A couple of hours later, however, Rappler said their efforts to post bail on Wednesday night at the Pasay City night court did not succeed.
"Unfortunately, the judge refused to accept the bail despite having the power to do so under Rule 114 Section 17 of the Rules of Court," it added.
Ressa had said she was willing to spend the night in jail.
"If I spend the night in jail, okay, fine. I think that people should know the line is crossed. But we’re journalists, we do our jobs so we keep going," she told reporters upon arrival at the National Bureau of Investigation headquarters.
Panelo, meanwhile, said there was nothing wrong with authorities arresting Ressa after the courts closed for the day.

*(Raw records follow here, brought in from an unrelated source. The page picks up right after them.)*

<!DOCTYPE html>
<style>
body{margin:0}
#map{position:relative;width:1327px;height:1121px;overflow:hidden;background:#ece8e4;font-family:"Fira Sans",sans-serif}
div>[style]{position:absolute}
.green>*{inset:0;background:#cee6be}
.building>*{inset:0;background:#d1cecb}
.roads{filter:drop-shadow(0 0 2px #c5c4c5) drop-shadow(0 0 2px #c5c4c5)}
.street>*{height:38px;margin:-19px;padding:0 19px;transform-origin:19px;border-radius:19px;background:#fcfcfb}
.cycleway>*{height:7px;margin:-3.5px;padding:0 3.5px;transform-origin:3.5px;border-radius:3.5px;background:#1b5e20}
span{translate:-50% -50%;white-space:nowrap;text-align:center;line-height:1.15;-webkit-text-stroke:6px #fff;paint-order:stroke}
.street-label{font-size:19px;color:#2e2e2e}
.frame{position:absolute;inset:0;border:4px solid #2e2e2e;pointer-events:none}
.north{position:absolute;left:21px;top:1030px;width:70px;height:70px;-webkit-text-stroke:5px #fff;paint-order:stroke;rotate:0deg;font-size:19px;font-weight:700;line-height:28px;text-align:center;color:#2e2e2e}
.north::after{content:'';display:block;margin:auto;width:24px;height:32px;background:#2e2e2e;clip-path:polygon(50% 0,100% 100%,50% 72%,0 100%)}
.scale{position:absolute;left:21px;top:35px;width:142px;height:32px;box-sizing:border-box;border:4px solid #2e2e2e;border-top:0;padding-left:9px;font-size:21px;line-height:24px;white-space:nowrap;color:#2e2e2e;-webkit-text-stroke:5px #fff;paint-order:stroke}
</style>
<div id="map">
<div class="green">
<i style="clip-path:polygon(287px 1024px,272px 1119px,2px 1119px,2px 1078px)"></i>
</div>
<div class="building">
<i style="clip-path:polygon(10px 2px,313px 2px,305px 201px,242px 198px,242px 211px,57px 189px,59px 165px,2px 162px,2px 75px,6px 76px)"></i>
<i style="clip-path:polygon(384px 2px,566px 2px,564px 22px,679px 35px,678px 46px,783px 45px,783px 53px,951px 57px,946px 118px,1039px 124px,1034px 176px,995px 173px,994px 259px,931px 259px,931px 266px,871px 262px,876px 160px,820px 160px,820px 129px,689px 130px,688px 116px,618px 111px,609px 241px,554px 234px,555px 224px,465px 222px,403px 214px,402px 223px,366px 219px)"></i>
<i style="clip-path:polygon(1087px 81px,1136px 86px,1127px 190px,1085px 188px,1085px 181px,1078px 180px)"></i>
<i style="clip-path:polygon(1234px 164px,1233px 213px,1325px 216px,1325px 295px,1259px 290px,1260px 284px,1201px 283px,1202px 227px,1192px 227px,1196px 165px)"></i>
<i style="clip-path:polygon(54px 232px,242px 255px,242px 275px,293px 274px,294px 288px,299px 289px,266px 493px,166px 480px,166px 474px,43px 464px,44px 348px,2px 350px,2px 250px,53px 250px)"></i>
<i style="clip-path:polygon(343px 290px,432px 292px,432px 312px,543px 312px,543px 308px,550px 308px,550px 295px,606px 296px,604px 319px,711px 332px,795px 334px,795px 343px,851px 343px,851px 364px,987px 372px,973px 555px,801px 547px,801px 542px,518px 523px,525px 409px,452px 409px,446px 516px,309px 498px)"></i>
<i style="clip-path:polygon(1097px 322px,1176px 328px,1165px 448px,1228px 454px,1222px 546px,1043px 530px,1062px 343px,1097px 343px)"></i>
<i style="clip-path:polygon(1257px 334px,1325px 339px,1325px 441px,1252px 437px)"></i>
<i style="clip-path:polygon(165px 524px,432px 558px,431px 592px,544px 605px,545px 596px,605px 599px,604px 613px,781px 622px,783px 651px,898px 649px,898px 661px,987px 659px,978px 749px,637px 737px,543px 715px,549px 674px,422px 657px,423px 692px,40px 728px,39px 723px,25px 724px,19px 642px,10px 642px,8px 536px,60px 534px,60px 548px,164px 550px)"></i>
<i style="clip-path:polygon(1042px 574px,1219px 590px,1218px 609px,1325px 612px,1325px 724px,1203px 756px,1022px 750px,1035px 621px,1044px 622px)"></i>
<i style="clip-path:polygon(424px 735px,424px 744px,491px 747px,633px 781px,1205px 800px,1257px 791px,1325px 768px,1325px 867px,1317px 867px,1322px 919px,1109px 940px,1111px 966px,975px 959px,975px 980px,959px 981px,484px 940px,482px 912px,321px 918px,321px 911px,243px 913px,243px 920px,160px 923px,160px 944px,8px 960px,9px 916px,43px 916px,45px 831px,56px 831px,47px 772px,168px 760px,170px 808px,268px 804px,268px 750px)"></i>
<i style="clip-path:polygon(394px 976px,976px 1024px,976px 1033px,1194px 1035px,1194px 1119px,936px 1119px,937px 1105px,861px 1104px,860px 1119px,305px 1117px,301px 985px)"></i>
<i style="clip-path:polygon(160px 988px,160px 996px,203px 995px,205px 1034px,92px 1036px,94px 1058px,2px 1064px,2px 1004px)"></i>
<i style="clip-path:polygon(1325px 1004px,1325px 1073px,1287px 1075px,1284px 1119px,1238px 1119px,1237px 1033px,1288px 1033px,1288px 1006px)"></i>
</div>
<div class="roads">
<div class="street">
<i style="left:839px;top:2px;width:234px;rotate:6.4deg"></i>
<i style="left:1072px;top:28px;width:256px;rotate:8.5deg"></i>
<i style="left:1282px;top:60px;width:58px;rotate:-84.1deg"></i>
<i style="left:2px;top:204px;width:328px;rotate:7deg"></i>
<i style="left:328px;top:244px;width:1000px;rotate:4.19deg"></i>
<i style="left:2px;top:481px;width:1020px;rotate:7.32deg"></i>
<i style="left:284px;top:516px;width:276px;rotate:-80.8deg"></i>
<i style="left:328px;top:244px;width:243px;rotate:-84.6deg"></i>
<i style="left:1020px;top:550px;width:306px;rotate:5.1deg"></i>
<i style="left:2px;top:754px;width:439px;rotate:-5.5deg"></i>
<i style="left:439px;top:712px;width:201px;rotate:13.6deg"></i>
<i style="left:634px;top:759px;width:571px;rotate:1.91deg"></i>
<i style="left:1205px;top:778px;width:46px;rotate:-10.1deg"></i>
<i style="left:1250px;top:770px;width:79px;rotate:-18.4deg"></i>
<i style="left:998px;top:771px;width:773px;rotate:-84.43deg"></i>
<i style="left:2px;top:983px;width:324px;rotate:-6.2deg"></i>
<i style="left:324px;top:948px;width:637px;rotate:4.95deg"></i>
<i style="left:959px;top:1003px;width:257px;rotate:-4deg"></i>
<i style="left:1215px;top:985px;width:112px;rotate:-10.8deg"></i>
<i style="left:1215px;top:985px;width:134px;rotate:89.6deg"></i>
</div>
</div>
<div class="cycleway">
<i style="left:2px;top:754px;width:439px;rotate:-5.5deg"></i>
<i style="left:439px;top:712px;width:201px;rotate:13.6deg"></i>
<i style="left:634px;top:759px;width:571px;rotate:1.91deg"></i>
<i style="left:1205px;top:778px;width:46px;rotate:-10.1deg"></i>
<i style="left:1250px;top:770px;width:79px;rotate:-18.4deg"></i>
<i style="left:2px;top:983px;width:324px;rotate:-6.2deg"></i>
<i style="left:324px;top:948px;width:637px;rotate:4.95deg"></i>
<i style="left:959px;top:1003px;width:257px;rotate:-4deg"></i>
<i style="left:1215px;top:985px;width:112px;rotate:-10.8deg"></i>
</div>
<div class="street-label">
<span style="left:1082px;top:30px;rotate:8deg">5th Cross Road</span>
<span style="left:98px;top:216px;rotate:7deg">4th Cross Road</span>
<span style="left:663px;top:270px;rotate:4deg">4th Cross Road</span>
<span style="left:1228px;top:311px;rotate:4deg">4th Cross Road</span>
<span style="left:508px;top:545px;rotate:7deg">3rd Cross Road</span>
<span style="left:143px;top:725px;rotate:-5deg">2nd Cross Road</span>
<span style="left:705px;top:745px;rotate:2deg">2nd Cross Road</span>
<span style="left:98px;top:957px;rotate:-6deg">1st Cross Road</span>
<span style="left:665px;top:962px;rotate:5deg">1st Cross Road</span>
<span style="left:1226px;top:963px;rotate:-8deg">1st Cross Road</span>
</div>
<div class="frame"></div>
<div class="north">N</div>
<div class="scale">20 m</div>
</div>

"They’re making a fuss about anything they perceive to be wrong. A warrant of arrest can be issued on a weekday. The only prohibition is you issue a warrant on a weekend and that will not give the respondent an opportunity to file bail. [The arrest] was on a weekday so what's the complaint?" he said.
Rappler, which has published stories critical of the Duterte administration, has scored cases and acts against it as an attack on press freedom.
Aside from cyber libel, Rappler and Ressa are facing tax evasion charges.
A year ago, the Securities and Exchange Commission (SEC) revoked Rappler's incorporation papers, citing its alleged violation of the constitutional restriction on foreign ownership of mass media.